Le secrétaire d’Etat américain, Rex Tillerson, récemment nommé par Donald Trump, a indiqué que son pays allait envoyer un « signal clair » à Beijing pour lui interdire « l’accès » aux îles disputées de mer de Chine du sud.

« Nous allons devoir envoyer un signal clair à la Chine, pour lui signifier que les constructions sur les îles (contestées) doivent cesser, et ensuite, que (son) accès à ces îles ne sera plus permis », a déclaré Rex Tillerson, devant la commission des Affaires étrangères du Sénat.

Attaque virulente du nouveau secrétaire d’Etat américain

Rex Tillerson devant la commission des Affaires étrangères du Sénat, le 11 janvier 2017 (wikimédia)

Pour ce dernier, « construire des îles et ensuite installer des équipements militaires sur ces îles, c’est la même chose que la prise de la Crimée par la Russie ». De son côté, Lu Kang, porte-parole du ministère des affaires étrangères, a répondu que la Chine « avait parfaitement le droit » de mener des activités dans la région concernée.

Cependant, depuis plusieurs années le Pentagone assure que pour assurer sa souveraineté sur les îles de mer de Chine méridionale, Beijing a entreprit des travaux de « remblaiement », afin d’agrandir des îlots et récifs. Le but est d’y construire des installations portuaires, phares, pistes d’atterrissage et/ou infrastructures militaires.

« Ils s’emparent de territoires, les contrôlent, ou déclarent les contrôler, quand bien même ces territoires n’appartiennent pas en justice à la Chine », a insisté Rex Tillerson. « C’est une menace pour l’ensemble de l’économie, si la Chine est capable d’imposer ses volontés sur le passage (des navires) à travers ces eaux », a-t-il observé.

S’exprimant lors d’un point de presse, Lu Kang a déclaré que « la situation en mer de Chine méridionale s’est apaisée, et nous espérons que les pays extérieurs à la région pourront respecter le consensus que (cet apaisement) est dans l’intérêt fondamental du monde entier ».

Pour certains observateurs, dont Rory Medcalf, professeur de l’Australian National University, la menace de Rex Tillerson n’est pas « un objectif crédible » et s’il souhaite la mettre à exécution, cela pourrait être « contre-productif« , a indiqué ce dernier à l’AFP.

Toutefois, « on imagine difficilement que cela se fasse sans une confrontation de quelque sorte », a-t-il prévenu. En effet, les Etats-Unis ont accentué leur présence militaire en Asie et Beijing se dit prête à déployer son armée dans la région.

Sur la question de Taïwan

Le secrétaire d’Etat américain, Rex Tillerson a affirmé que les Etats-Unis devaient affirmer à Taipei qu’ils n’abandonneront pas leur engagement à défendre l’île militairement si nécessaire.

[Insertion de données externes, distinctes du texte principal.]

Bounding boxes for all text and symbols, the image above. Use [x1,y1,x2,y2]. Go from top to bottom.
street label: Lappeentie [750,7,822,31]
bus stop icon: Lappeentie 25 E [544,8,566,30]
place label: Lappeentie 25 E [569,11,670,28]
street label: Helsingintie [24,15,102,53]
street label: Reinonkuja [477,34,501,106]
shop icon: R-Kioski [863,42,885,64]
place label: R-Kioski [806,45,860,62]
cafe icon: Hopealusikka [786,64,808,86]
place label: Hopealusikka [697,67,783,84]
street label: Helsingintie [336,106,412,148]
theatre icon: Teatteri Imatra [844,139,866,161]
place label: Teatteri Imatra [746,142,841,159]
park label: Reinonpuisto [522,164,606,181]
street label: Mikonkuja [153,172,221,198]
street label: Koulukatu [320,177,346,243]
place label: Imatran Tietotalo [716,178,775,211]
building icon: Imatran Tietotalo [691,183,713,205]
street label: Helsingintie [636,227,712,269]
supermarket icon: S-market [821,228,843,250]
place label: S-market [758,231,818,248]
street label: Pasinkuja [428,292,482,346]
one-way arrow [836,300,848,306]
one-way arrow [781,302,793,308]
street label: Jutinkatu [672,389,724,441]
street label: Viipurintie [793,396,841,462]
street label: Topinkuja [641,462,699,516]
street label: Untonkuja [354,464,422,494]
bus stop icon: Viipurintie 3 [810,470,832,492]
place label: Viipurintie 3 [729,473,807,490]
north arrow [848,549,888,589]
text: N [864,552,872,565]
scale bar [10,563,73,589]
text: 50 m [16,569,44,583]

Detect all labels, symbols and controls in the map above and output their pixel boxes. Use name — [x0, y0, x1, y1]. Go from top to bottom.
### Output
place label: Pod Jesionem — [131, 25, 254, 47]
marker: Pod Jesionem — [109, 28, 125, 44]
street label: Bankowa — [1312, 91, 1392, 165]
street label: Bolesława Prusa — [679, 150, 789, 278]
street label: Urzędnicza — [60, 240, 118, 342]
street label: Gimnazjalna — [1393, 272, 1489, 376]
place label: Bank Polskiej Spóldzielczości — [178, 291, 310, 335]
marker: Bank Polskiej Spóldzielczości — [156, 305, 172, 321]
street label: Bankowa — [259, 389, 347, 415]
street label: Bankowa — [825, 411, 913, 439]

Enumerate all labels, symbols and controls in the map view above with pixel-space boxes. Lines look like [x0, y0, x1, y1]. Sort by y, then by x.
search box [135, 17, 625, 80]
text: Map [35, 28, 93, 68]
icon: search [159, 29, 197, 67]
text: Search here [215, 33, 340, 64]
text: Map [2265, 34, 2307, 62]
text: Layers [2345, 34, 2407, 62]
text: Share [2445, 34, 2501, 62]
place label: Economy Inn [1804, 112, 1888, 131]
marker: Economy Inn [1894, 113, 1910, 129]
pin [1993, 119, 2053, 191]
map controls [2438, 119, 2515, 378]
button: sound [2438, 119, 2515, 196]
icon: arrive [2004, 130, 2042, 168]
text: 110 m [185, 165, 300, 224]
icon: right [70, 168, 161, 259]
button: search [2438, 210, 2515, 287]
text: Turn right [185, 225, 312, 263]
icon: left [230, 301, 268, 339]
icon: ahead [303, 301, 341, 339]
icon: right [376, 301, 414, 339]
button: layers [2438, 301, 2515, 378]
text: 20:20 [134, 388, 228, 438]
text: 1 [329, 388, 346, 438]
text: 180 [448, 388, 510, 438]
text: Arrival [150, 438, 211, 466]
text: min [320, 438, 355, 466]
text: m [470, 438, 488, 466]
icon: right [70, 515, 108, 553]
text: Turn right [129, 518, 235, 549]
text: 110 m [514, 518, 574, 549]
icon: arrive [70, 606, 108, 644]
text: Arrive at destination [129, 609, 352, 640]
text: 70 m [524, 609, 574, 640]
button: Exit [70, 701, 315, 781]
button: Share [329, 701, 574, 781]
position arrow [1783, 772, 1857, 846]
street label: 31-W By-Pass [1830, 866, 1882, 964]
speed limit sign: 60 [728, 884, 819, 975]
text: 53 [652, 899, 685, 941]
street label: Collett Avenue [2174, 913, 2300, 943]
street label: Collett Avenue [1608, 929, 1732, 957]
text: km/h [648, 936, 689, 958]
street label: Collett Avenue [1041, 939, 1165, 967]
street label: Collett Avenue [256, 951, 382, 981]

Ce dernier a ajouté « prudemment » n’être pas au courant d’un quelconque projet d’abandon de la « politique de la Chine unique ». Mais les dernières déclarations de Donald Trump, président élu américain, laissent planer un doute, qui commence à irrite les autorités chinoises.

En effet, dans un entretien au Wall Street Journal, Donald Trump avait indiqué la semaine dernière que « tout était sur la table, y compris (la politique) de la Chine unique ». Le président élu a d’ailleurs justifié son échange téléphonique avec la dirigeante  de Taïwan, Tsai Ing-wen, rappelant que Washington avait vendu l’an dernier à Taipei « 2 milliards de dollars (1,8 mds €) d’équipement militaire dernier cri ».  

En réaction, le porte-parole du ministère des affaires étrangères, Lu Kang, a indiqué que la politique d’une seule Chine constituait le fondement politique des relations bilatérales et était « non négociable ».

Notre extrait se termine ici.